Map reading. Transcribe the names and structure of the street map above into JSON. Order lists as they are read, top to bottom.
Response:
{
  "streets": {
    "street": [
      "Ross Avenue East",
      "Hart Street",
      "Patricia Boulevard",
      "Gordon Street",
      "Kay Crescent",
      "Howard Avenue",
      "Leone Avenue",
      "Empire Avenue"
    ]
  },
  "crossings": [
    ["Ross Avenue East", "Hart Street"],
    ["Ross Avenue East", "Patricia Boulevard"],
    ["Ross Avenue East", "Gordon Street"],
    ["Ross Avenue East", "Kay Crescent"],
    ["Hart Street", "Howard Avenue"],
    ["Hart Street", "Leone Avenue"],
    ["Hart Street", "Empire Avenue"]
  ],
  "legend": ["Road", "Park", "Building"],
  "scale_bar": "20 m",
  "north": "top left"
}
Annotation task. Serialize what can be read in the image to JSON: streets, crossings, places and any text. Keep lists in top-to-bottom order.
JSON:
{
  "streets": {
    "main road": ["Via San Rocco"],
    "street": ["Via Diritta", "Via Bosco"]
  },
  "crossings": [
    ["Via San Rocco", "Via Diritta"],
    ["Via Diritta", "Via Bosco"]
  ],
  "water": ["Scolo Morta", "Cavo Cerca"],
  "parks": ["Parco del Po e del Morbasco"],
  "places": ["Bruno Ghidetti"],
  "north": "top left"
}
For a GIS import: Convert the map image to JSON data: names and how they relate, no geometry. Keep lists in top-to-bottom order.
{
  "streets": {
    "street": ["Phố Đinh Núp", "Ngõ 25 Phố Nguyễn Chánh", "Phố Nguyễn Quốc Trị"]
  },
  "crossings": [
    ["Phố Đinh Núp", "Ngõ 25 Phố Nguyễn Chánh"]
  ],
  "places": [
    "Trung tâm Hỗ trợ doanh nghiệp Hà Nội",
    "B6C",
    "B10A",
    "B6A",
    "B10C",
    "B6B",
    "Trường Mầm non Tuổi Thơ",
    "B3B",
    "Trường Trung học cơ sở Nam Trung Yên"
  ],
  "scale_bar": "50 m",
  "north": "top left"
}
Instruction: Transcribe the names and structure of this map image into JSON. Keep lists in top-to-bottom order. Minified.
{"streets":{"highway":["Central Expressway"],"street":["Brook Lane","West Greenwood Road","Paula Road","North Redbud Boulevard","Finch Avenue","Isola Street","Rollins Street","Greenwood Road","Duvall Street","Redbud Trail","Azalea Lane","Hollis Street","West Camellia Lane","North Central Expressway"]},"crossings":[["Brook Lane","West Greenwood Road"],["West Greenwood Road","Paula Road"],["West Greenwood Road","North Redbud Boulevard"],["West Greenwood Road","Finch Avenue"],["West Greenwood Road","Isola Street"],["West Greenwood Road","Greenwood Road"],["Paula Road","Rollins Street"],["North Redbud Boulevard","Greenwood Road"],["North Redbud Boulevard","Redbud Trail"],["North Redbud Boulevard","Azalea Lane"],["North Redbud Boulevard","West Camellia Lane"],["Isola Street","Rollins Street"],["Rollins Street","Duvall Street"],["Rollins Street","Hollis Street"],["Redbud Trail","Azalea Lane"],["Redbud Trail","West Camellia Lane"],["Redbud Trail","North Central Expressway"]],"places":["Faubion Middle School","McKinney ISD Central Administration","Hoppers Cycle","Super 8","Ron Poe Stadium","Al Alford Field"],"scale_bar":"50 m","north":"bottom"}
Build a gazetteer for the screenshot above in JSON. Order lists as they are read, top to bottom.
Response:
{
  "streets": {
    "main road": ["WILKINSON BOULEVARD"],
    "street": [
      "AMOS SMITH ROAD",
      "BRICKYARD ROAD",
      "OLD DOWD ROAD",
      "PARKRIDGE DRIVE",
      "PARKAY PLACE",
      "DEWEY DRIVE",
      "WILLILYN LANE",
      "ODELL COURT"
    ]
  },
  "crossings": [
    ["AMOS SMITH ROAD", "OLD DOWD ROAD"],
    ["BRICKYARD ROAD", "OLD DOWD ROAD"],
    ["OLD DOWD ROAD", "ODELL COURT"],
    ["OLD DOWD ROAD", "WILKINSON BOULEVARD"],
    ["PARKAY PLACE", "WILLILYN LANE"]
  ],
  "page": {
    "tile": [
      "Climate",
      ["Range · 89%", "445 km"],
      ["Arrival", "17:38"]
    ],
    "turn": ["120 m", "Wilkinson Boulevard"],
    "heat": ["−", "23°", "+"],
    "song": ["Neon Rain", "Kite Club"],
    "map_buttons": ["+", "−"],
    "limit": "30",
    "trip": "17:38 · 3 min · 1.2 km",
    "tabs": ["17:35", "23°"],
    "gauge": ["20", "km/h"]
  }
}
= = = = = = =
Task prompt:
Nothing in the records may be left out; transcribe all of them exactly.

Output for this exercise:
Map reading. Transcribe the names and structure of the street map above into JSON. Order lists as they are read, top to bottom.
Response:
{
  "streets": {
    "street": [
      "Ross Avenue East",
      "Hart Street",
      "Patricia Boulevard",
      "Gordon Street",
      "Kay Crescent",
      "Howard Avenue",
      "Leone Avenue",
      "Empire Avenue"
    ]
  },
  "crossings": [
    ["Ross Avenue East", "Hart Street"],
    ["Ross Avenue East", "Patricia Boulevard"],
    ["Ross Avenue East", "Gordon Street"],
    ["Ross Avenue East", "Kay Crescent"],
    ["Hart Street", "Howard Avenue"],
    ["Hart Street", "Leone Avenue"],
    ["Hart Street", "Empire Avenue"]
  ],
  "legend": ["Road", "Park", "Building"],
  "scale_bar": "20 m",
  "north": "top left"
}
Annotation task. Serialize what can be read in the image to JSON: streets, crossings, places and any text. Keep lists in top-to-bottom order.
JSON:
{
  "streets": {
    "main road": ["Via San Rocco"],
    "street": ["Via Diritta", "Via Bosco"]
  },
  "crossings": [
    ["Via San Rocco", "Via Diritta"],
    ["Via Diritta", "Via Bosco"]
  ],
  "water": ["Scolo Morta", "Cavo Cerca"],
  "parks": ["Parco del Po e del Morbasco"],
  "places": ["Bruno Ghidetti"],
  "north": "top left"
}
For a GIS import: Convert the map image to JSON data: names and how they relate, no geometry. Keep lists in top-to-bottom order.
{
  "streets": {
    "street": ["Phố Đinh Núp", "Ngõ 25 Phố Nguyễn Chánh", "Phố Nguyễn Quốc Trị"]
  },
  "crossings": [
    ["Phố Đinh Núp", "Ngõ 25 Phố Nguyễn Chánh"]
  ],
  "places": [
    "Trung tâm Hỗ trợ doanh nghiệp Hà Nội",
    "B6C",
    "B10A",
    "B6A",
    "B10C",
    "B6B",
    "Trường Mầm non Tuổi Thơ",
    "B3B",
    "Trường Trung học cơ sở Nam Trung Yên"
  ],
  "scale_bar": "50 m",
  "north": "top left"
}
Instruction: Transcribe the names and structure of this map image into JSON. Keep lists in top-to-bottom order. Minified.
{"streets":{"highway":["Central Expressway"],"street":["Brook Lane","West Greenwood Road","Paula Road","North Redbud Boulevard","Finch Avenue","Isola Street","Rollins Street","Greenwood Road","Duvall Street","Redbud Trail","Azalea Lane","Hollis Street","West Camellia Lane","North Central Expressway"]},"crossings":[["Brook Lane","West Greenwood Road"],["West Greenwood Road","Paula Road"],["West Greenwood Road","North Redbud Boulevard"],["West Greenwood Road","Finch Avenue"],["West Greenwood Road","Isola Street"],["West Greenwood Road","Greenwood Road"],["Paula Road","Rollins Street"],["North Redbud Boulevard","Greenwood Road"],["North Redbud Boulevard","Redbud Trail"],["North Redbud Boulevard","Azalea Lane"],["North Redbud Boulevard","West Camellia Lane"],["Isola Street","Rollins Street"],["Rollins Street","Duvall Street"],["Rollins Street","Hollis Street"],["Redbud Trail","Azalea Lane"],["Redbud Trail","West Camellia Lane"],["Redbud Trail","North Central Expressway"]],"places":["Faubion Middle School","McKinney ISD Central Administration","Hoppers Cycle","Super 8","Ron Poe Stadium","Al Alford Field"],"scale_bar":"50 m","north":"bottom"}
Build a gazetteer for the screenshot above in JSON. Order lists as they are read, top to bottom.
Response:
{
  "streets": {
    "main road": ["WILKINSON BOULEVARD"],
    "street": [
      "AMOS SMITH ROAD",
      "BRICKYARD ROAD",
      "OLD DOWD ROAD",
      "PARKRIDGE DRIVE",
      "PARKAY PLACE",
      "DEWEY DRIVE",
      "WILLILYN LANE",
      "ODELL COURT"
    ]
  },
  "crossings": [
    ["AMOS SMITH ROAD", "OLD DOWD ROAD"],
    ["BRICKYARD ROAD", "OLD DOWD ROAD"],
    ["OLD DOWD ROAD", "ODELL COURT"],
    ["OLD DOWD ROAD", "WILKINSON BOULEVARD"],
    ["PARKAY PLACE", "WILLILYN LANE"]
  ],
  "page": {
    "tile": [
      "Climate",
      ["Range · 89%", "445 km"],
      ["Arrival", "17:38"]
    ],
    "turn": ["120 m", "Wilkinson Boulevard"],
    "heat": ["−", "23°", "+"],
    "song": ["Neon Rain", "Kite Club"],
    "map_buttons": ["+", "−"],
    "limit": "30",
    "trip": "17:38 · 3 min · 1.2 km",
    "tabs": ["17:35", "23°"],
    "gauge": ["20", "km/h"]
  }
}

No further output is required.